> [Problem to solve]:
Find how many lines below mention "Ainslie". Nothing but the number is needed.

> [Data supplied]:
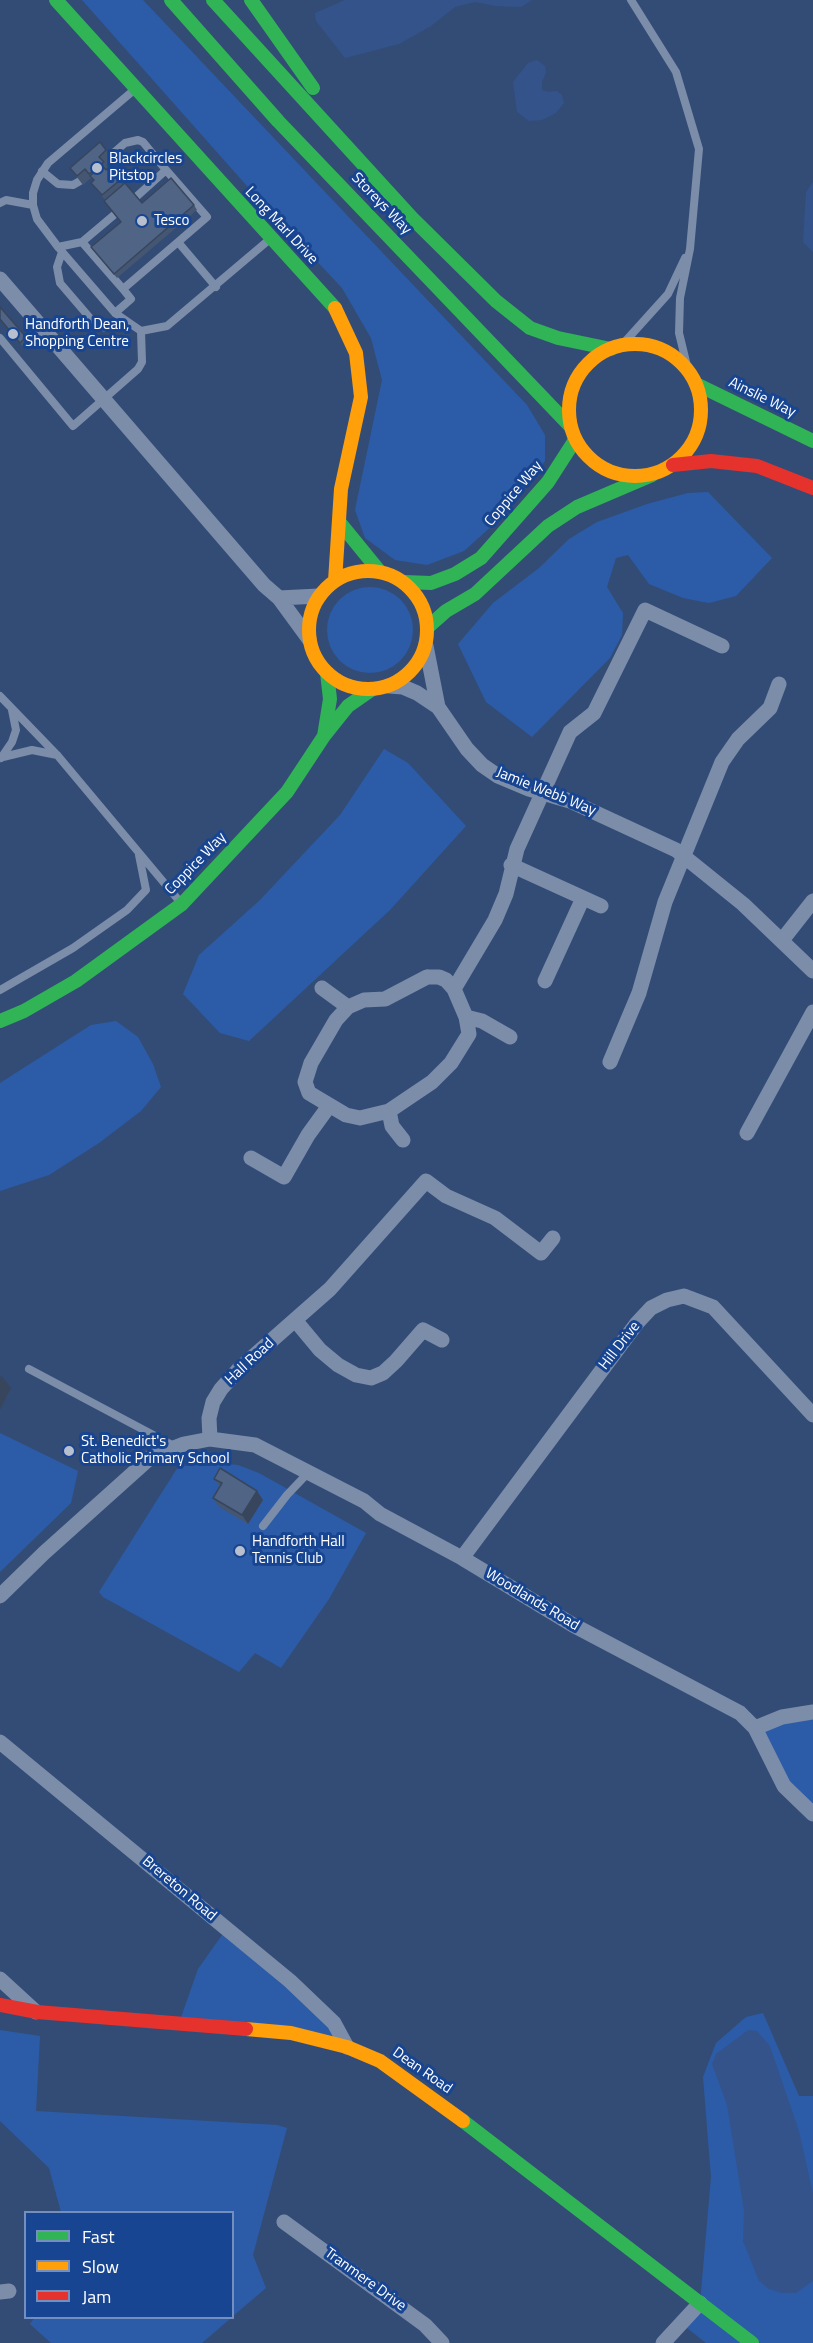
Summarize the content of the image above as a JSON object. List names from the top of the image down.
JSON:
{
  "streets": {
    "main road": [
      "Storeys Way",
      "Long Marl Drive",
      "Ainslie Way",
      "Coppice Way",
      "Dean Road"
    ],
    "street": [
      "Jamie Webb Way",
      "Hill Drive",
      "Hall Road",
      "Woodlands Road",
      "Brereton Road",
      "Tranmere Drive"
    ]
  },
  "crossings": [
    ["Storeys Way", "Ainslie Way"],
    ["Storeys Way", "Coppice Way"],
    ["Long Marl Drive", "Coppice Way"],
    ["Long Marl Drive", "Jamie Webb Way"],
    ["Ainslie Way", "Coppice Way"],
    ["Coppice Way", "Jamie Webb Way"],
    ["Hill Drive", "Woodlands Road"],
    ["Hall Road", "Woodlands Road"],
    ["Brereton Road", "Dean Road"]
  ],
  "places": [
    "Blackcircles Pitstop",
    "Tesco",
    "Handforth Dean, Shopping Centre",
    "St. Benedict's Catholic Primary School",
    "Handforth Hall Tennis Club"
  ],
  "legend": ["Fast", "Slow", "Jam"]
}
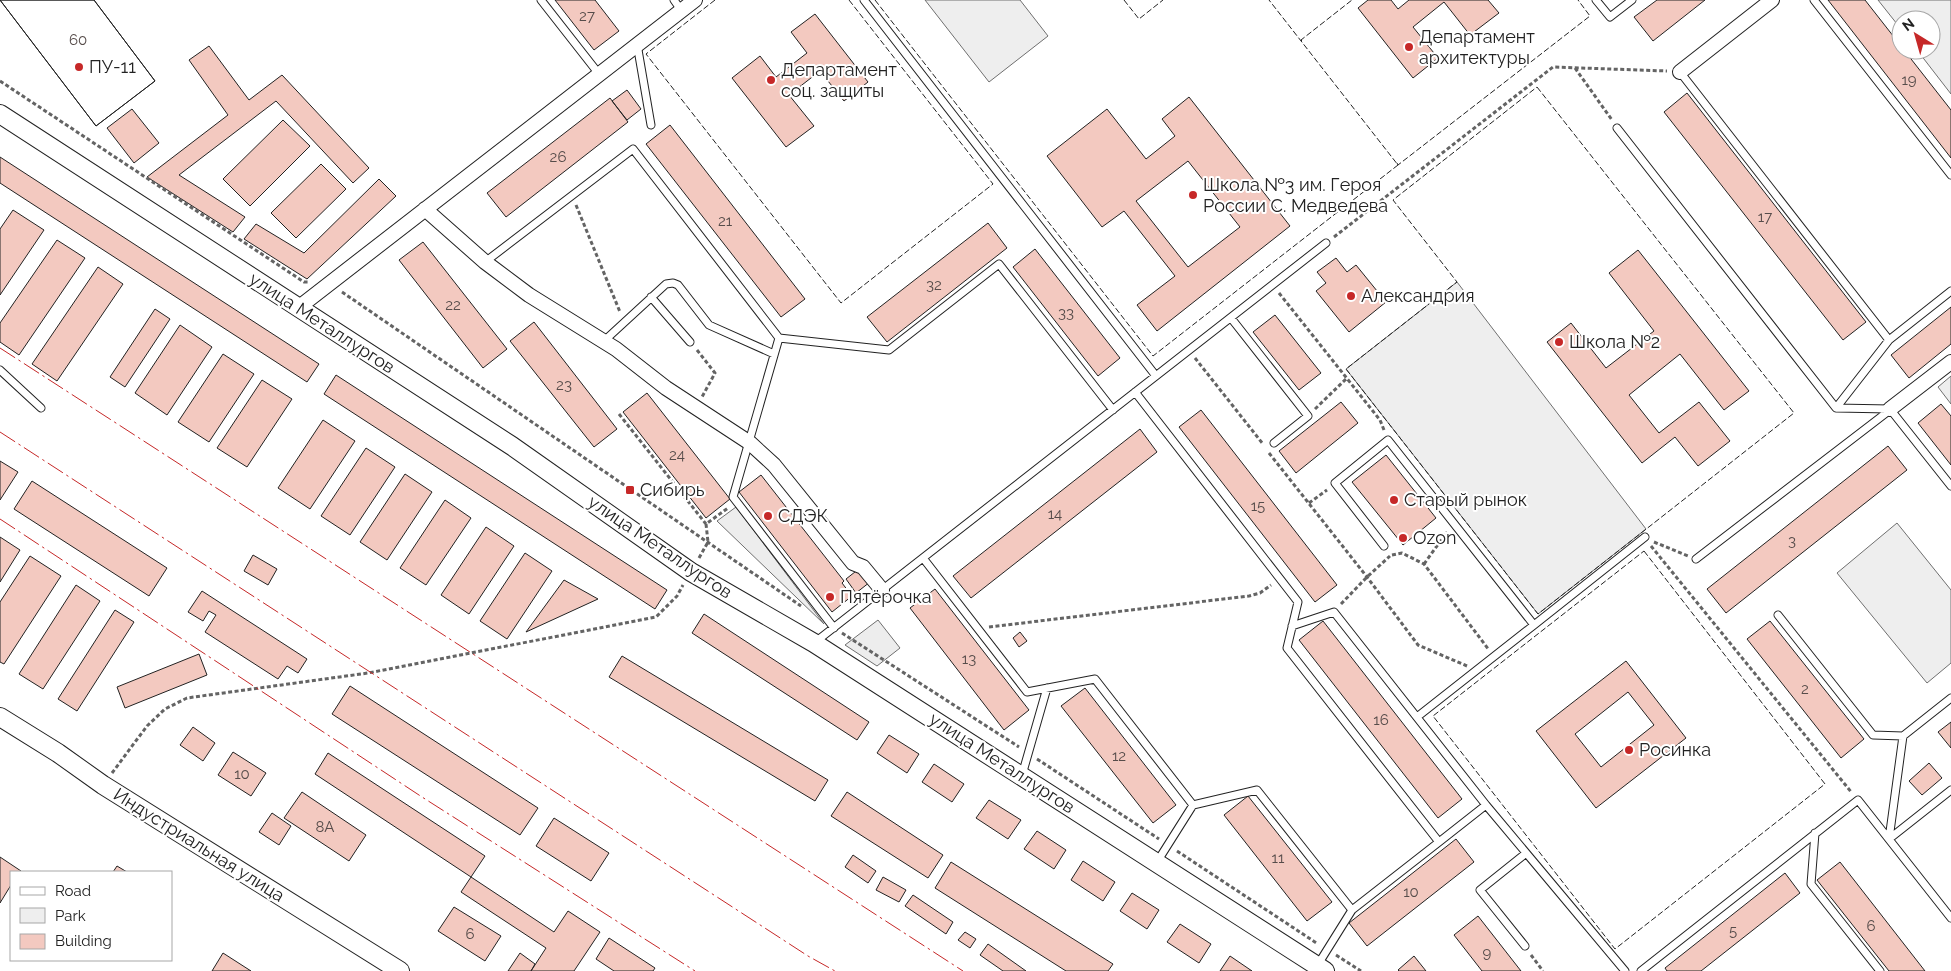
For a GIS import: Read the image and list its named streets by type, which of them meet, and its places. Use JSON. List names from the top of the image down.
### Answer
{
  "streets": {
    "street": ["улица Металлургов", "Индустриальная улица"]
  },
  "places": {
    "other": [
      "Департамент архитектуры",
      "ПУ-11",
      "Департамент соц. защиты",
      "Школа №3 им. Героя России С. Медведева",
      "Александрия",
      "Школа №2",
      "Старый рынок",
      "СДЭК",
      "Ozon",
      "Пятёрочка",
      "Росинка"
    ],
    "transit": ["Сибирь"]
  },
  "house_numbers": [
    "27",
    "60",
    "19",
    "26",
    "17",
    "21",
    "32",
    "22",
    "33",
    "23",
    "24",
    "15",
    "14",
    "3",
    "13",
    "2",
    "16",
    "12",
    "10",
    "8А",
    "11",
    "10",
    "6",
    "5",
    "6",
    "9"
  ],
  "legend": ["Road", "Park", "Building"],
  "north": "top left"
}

> [Task response]:
3